Die Naziführer haben zu Deutschland genauso ein Verhältnis wie ein rücksichtsloser Rennpferdbesitzer zu seinem Pferd; er möchte das Rennen gewinnen, und sonst gar nichts. [...] Ob das Pferd seinen Wunsch nach Ruhm teilt und ein Rennpferd sein möchte, ob es zu Schaden kommt und danach sein Leben lang lahmt, sind Fragen, die ihn nicht interessieren. (Seite 55) Nachdem Sebastian Haffner sich mit Hitler und seinen führenden Gefolgsleuten auseinandergesetzt hat, beschäftigt er sich mit der Frage, warum so viele Deutsche sich von ihnen verführen ließen und warum die Oppositionellen stillhalten. Die Nazipropaganda zeichnet sich durch eine besondere Eigenschaft aus: Sie wird nicht geglaubt, aber sie wirkt. (Seite 106) Der Deutsche, so meint Sebastian Haffner, halte nicht sich, sondern die Politik für unmoralisch, für ein schmutziges Geschäft. Seine Führer begehen die Verbrechen, vor denen er zurückschreckt, die er aber insgeheim für notwendig und wünschenswert hält, und sie ersparen ihm sogar gnädig die Unannehmlichkeit, sich als Mittäter vorzukommen.
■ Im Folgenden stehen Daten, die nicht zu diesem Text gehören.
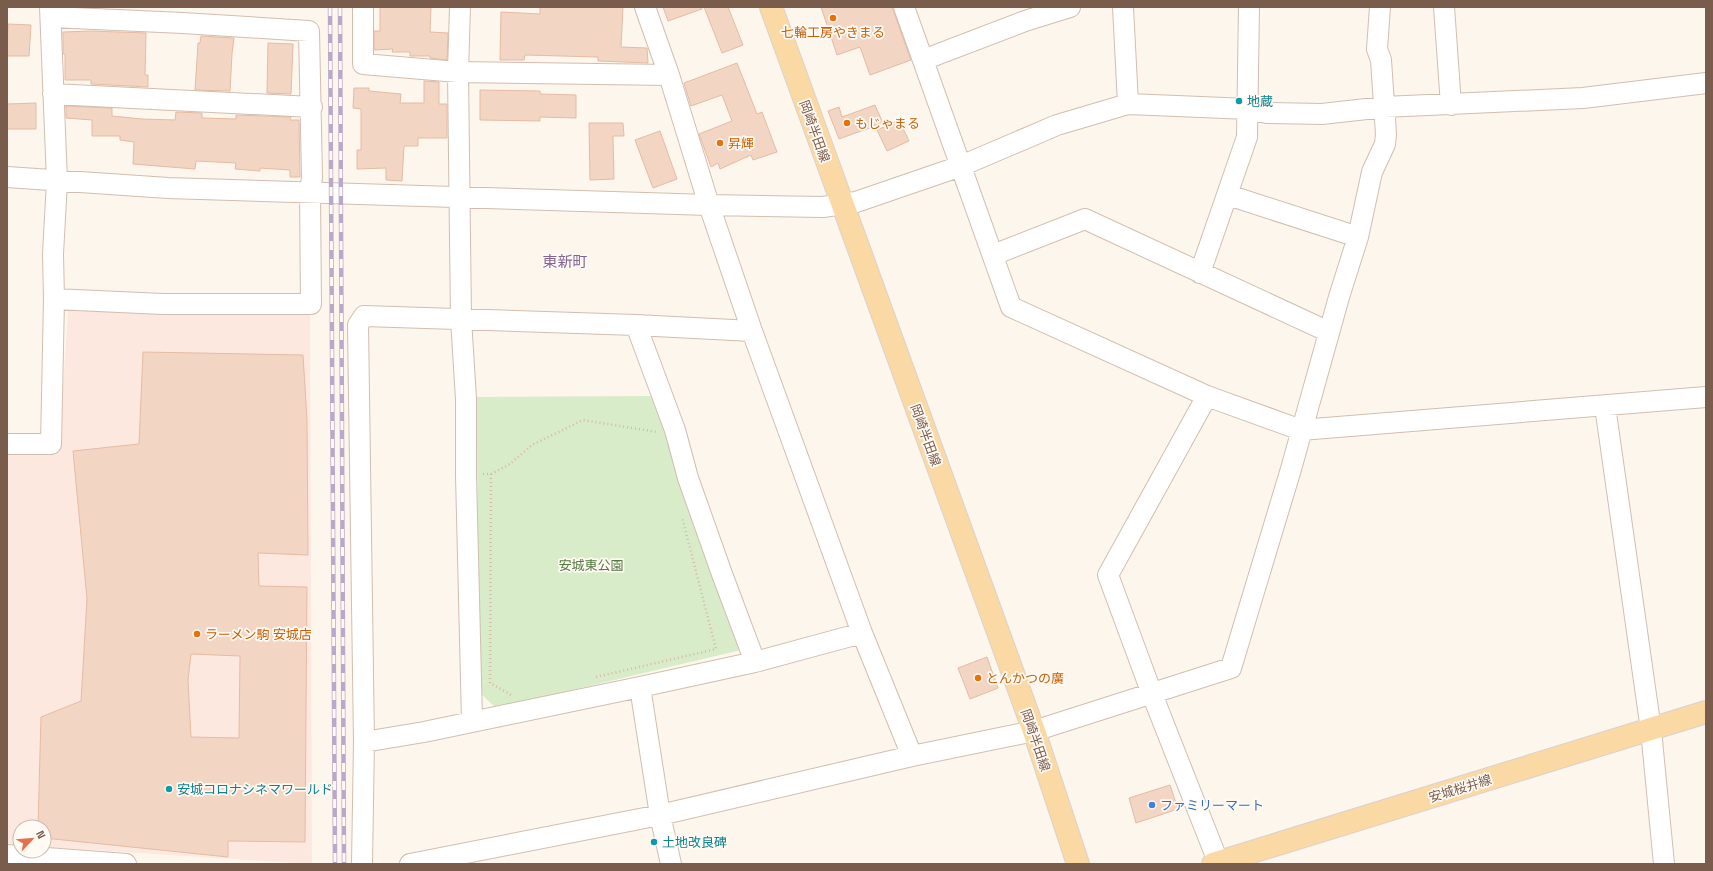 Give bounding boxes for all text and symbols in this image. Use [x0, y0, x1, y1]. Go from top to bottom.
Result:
marker: 七輪工房やきまる [828, 13, 838, 23]
place label: 七輪工房やきまる [781, 24, 885, 41]
place label: 地蔵 [1247, 93, 1273, 110]
marker: 地蔵 [1234, 96, 1244, 106]
street label: 岡崎半田線 [795, 98, 834, 165]
place label: もじゃまる [855, 115, 920, 132]
marker: もじゃまる [842, 118, 852, 128]
place label: 昇輝 [728, 135, 754, 152]
marker: 昇輝 [715, 138, 725, 148]
district label: 東新町 [542, 252, 588, 271]
street label: 岡崎半田線 [906, 402, 945, 469]
park label: 安城東公園 [558, 557, 624, 574]
place label: ラーメン駒 安城店 [205, 626, 312, 643]
marker: ラーメン駒 安城店 [192, 629, 202, 639]
place label: とんかつの廣 [986, 670, 1064, 687]
marker: とんかつの廣 [973, 673, 983, 683]
street label: 岡崎半田線 [1017, 707, 1054, 774]
street label: 安城桜井線 [1427, 771, 1494, 806]
place label: 安城コロナシネマワールド [177, 781, 333, 798]
marker: 安城コロナシネマワールド [164, 784, 174, 794]
place label: ファミリーマート [1160, 797, 1264, 814]
marker: ファミリーマート [1147, 800, 1157, 810]
north arrow [12, 819, 52, 859]
text: N [33, 828, 49, 841]
place label: 土地改良碑 [662, 834, 727, 851]
marker: 土地改良碑 [649, 837, 659, 847]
Diese Leute vergöttert er [...] (Seite 117) Mit drei abschließenden Thesen blickt Sebastian Haffner über das Ende des zum Zeitpunkt des Schreibens gerade erst begonnenen Krieges hinaus:
(1) Der Frieden [...] muss ein echter Frieden sein, das heißt er muss der Beginn einer Zusammenarbeit und Freundschaft und nicht eine Strafe und Unterdrückungsmaßnahme sein. (Seite 276)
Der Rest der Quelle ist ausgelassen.